3. Simulating user interactions.
4. Building and evaluating a collaborative filtering model using SVD.
5. Creating a content-based recommendation system using TF-IDF.

## Part 1: Fetching and Preprocessing News Data

In this part, fetch the latest news headlines using the NewsAPI and preprocess the data for further analysis.

In [40]:
import requests

api_key = 'd6ba6f6958ea40deafd02344947bbe2b'
url = f'https://newsapi.org/v2/top-headlines?country=us&apiKey={api_key}'

response = requests.get(url)
data = response.json()

articles = data['articles']
for article in articles:
    print(article['title'], article['description'])

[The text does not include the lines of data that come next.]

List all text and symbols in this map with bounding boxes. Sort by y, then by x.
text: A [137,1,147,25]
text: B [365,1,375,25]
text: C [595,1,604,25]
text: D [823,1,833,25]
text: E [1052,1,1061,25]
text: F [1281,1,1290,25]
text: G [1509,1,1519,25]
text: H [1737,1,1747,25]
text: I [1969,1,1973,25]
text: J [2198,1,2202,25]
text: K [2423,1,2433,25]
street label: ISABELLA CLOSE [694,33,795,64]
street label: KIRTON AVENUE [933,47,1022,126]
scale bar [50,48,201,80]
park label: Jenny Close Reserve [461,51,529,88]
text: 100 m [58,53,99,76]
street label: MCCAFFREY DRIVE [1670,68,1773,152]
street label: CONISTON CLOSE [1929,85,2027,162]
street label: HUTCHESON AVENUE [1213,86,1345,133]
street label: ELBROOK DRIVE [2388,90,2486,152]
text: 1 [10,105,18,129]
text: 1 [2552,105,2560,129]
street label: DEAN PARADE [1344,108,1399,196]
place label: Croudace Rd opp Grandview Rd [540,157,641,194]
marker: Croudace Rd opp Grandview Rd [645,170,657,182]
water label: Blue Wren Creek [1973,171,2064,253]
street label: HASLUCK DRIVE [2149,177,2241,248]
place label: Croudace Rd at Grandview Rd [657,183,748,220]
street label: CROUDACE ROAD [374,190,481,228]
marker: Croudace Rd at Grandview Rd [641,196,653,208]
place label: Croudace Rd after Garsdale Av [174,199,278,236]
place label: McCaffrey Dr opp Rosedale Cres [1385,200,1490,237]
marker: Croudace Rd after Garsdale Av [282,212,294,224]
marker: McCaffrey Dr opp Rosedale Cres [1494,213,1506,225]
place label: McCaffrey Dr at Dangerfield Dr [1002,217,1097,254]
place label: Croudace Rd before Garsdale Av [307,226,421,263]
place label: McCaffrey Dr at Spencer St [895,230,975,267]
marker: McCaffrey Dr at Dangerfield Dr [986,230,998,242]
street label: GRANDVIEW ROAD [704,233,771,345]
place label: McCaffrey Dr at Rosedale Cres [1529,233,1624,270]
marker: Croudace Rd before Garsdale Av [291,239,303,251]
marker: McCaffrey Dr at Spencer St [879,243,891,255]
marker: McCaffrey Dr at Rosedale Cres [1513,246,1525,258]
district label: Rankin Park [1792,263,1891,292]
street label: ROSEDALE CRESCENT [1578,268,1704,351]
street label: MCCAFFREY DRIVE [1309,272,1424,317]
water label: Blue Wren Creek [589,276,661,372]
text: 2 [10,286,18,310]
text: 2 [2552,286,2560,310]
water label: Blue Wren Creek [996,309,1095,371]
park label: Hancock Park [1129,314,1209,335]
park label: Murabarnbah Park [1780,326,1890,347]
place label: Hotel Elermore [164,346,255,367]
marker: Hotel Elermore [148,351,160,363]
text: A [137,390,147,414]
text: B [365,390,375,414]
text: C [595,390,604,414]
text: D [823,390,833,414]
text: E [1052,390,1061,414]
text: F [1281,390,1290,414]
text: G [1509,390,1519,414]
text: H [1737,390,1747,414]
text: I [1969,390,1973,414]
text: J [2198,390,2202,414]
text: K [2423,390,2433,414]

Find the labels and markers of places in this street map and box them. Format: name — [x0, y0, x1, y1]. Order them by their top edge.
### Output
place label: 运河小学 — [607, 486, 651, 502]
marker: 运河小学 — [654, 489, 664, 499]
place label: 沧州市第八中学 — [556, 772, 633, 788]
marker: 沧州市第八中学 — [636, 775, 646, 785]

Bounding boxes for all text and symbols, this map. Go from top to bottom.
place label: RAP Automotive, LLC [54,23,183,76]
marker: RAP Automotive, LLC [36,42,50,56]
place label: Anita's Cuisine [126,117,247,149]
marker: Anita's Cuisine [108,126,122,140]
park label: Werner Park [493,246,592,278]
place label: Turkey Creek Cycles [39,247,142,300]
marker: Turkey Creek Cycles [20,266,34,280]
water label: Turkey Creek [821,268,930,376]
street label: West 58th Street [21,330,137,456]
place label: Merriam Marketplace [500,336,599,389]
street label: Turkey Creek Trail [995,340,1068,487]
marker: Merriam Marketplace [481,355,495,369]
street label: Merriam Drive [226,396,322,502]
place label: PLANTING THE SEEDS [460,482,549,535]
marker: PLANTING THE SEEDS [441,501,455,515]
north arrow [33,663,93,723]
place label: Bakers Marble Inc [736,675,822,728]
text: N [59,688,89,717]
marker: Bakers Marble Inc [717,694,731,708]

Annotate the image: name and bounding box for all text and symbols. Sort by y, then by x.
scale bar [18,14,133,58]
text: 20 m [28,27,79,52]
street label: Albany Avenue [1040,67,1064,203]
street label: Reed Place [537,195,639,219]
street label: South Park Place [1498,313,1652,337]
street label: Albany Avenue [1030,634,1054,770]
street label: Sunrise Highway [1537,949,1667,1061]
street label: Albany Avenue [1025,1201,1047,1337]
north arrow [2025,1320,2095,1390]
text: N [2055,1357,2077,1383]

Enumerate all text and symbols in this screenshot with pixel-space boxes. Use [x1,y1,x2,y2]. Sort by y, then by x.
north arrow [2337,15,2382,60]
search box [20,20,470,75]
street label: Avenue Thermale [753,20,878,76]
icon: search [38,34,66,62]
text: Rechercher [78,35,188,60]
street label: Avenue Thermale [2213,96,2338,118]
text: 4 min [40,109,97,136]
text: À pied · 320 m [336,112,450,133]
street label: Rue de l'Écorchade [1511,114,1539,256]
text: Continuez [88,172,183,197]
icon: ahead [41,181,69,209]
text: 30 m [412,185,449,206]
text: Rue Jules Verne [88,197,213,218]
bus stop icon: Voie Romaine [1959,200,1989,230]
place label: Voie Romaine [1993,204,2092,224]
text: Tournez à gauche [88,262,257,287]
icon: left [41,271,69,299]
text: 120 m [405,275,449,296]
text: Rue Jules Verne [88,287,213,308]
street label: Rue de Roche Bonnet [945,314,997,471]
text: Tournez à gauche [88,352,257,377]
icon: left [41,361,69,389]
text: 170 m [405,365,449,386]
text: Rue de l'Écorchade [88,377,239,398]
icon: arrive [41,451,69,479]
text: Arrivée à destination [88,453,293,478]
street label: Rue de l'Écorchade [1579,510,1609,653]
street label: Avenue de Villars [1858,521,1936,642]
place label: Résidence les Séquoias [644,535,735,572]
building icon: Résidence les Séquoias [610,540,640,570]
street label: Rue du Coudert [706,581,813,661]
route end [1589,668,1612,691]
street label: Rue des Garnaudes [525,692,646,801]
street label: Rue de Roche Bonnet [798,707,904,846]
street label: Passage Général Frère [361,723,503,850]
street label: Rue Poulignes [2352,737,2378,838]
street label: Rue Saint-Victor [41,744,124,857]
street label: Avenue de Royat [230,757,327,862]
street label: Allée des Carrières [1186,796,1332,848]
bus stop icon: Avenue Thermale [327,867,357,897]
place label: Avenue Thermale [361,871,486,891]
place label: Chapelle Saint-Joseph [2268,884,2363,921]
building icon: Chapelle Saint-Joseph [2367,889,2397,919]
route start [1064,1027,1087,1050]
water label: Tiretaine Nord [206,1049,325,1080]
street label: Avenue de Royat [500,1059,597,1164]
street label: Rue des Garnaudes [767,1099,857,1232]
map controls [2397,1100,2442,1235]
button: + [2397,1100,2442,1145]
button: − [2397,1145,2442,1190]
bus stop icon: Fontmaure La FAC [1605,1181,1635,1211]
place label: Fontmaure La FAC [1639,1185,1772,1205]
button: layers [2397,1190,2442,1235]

Stock market news today: Nasdaq sinks, Nvidia drops 5% ahead of next round of Big Tech earnings - Yahoo Finance None
Olympic gymnastics live updates: Simone Biles, USA women win gold medal in team final - USA TODAY None
Israel targets Hezbollah commander in Beirut strike after deadly Golan Heights attack - CNN None
Kamala Harris to campaign with VP pick in battleground states next week - CBS News None
2024 Booker longlist includes ‘James’ and ‘Wandering Stars’ - The Washington Post The 13 finalists include Percival Everett’s retelling of “Adventures of Huckleberry Finn” and Tommy Orange’s follow-up to “There There.”
'Stop interrupting me': Cruz gets in heated exchange with Secret Service official - CNN None
Gunmen on jet skis kill 12-year-old boy on Cancun beach while firing at rival drug dealer: Mexican officials - Fox News None
DUIs and integrity concerns: What we know about the deputy who killed Sonya Massey - USA TODAY None
Probe of soldiers over alleged sexual abuse fuels tension 

## Part 2: Cleaning and Preparing Data for TF-IDF Vectorization

Clean the titles of the articles by removing any non-alphanumeric characters to prepare them for TF-IDF vectorization.

In [41]:
import pandas as pd

data = pd.DataFrame(articles)
data['cleaned_title'] = data['title'].str.replace('[^a-zA-Z0-9\s]', '', regex=True)


In [42]:
from sklearn.feature_extraction.text import TfidfVectorizer

vectorizer = TfidfVectorizer(stop_words='english')
tfidf_matrix = vectorizer.fit_transform(data['cleaned_title'])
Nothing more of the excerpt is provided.